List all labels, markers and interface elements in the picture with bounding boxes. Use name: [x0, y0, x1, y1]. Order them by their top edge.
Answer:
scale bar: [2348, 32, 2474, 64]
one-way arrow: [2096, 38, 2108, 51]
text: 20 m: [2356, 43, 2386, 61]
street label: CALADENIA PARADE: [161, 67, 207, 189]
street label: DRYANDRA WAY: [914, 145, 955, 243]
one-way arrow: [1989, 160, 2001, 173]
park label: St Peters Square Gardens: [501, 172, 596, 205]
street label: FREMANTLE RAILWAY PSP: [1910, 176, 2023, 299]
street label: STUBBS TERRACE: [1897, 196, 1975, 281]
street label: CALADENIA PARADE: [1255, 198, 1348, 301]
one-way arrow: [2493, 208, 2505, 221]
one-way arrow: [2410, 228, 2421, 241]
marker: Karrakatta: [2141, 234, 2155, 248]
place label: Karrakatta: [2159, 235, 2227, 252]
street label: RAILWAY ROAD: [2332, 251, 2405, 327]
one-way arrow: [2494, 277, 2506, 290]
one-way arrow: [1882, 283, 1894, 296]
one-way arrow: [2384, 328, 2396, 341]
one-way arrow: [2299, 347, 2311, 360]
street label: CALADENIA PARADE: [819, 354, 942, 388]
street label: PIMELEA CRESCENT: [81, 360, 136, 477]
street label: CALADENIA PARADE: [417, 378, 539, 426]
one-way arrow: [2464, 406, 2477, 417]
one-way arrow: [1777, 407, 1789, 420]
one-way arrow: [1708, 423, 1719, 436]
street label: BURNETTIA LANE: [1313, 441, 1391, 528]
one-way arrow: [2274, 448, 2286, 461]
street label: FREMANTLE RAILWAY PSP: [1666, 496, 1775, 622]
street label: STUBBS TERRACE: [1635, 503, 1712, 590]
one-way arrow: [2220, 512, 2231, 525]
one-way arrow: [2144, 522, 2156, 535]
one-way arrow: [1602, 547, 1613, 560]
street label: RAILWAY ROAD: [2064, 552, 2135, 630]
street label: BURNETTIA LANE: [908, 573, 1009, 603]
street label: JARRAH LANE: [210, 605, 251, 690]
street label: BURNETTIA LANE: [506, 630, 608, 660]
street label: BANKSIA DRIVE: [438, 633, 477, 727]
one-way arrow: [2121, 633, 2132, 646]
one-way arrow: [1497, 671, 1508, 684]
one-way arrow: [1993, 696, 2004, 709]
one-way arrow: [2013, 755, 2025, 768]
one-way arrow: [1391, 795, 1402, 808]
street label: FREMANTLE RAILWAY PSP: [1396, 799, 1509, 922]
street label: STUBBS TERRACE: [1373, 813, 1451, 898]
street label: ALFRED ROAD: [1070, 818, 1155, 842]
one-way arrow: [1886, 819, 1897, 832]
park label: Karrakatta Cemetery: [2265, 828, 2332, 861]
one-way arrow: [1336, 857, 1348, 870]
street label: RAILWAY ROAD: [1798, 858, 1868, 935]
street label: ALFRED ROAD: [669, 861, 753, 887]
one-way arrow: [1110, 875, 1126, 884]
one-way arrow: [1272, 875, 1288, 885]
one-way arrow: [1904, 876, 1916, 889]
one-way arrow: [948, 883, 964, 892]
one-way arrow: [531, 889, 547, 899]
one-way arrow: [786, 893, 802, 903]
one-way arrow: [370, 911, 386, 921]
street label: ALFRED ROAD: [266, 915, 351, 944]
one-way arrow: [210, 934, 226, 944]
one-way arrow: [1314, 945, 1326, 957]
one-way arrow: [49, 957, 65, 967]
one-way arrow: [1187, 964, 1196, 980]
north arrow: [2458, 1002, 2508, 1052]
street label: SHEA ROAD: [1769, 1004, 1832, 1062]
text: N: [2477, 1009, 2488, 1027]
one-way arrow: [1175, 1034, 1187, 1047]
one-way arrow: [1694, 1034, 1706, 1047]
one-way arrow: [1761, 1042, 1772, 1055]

◆ What needs to be done
Search the entries above for lines containing the word "CALADENIA", and copy each one.

◆ Result of the exercise
street label: CALADENIA PARADE: [161, 67, 207, 189]
street label: CALADENIA PARADE: [1255, 198, 1348, 301]
street label: CALADENIA PARADE: [819, 354, 942, 388]
street label: CALADENIA PARADE: [417, 378, 539, 426]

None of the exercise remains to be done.